In previous work, Freilich [6] proposed a microbial interaction extraction method based on the co-occurrence model. They first extracted the species names from the intestinal microbial abundance data. Then, they retrieved articles with the two species in PubMed and calculated the co-occurrence probability of the species. Finally, a microbial co-occurrence network was constructed to predict microbial interaction. Similarly, Lim [7] obtained the data in the same way and put forward an automated microbial interaction extraction method based on support vector machine (SVM). What they had in common was the process to get the species from microbial abundance data of the human gut, which might result in the omission of certain potential interactions due to the different standards of spelling species names.

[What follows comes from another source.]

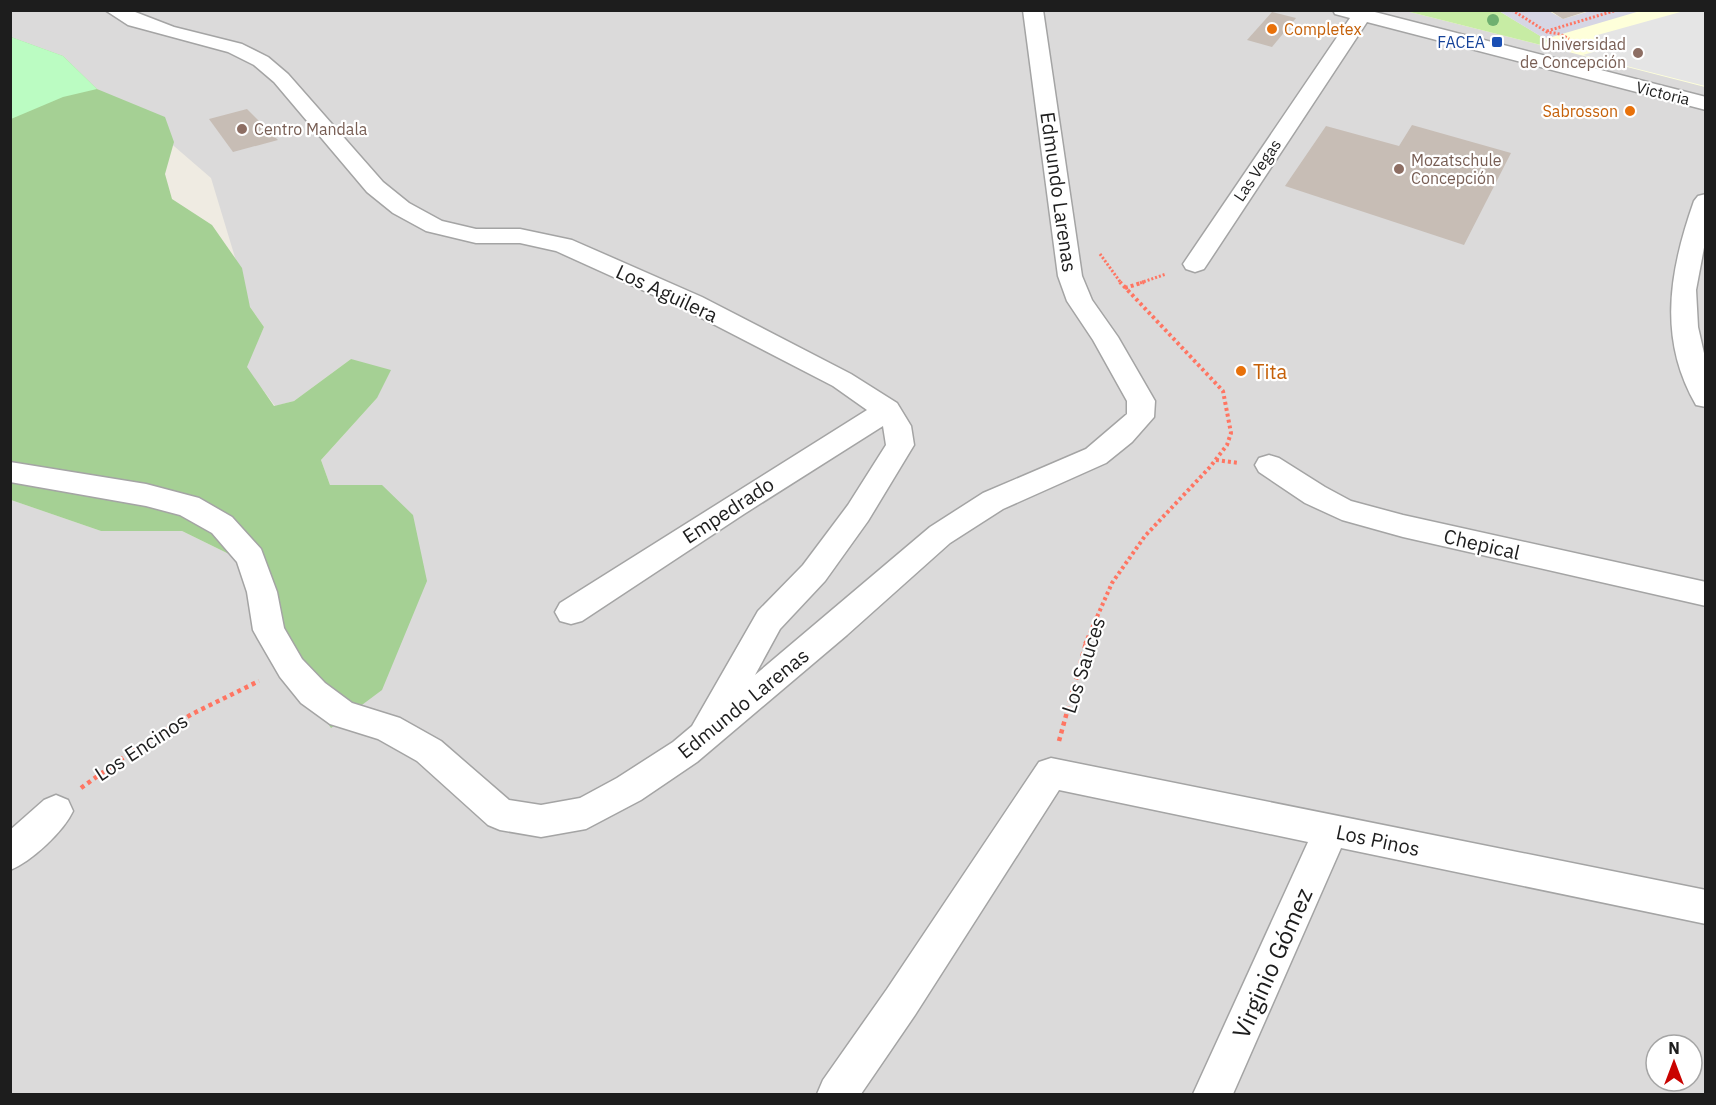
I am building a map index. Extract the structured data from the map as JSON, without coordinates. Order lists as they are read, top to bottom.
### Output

In recent years, with the development of natural language processing (NLP), text mining strategy makes it possible to extract microbial interaction from unstructured texts. Furthermore, named entity recognition (NER) is the core task of interaction extraction (IE). The purpose of NER is to extract words with special meaning from the text, such as Person, Location. Various methods about NER have been proposed as the advancement of computer technology, which are mainly based on following three categories:(1) rule-based method [8]; (2) machine learning-based method [9], 3) neural network-based method [10]. It is not portable and universal that rule-based way needs to design rules in specific domain with experts. The second approach based on statistical machine learning has strong portability and excellent performance, but it requires complex feature engineering and large-scale labeling. Furthermore, neural network based method has the highlighting performance without cumbersome process of feature design as well as large-scale tagging data. Although the method of NER in the general domain has fully developed, it is a challenging task in the domain of bacterial name identification on account of complexity of microbial names.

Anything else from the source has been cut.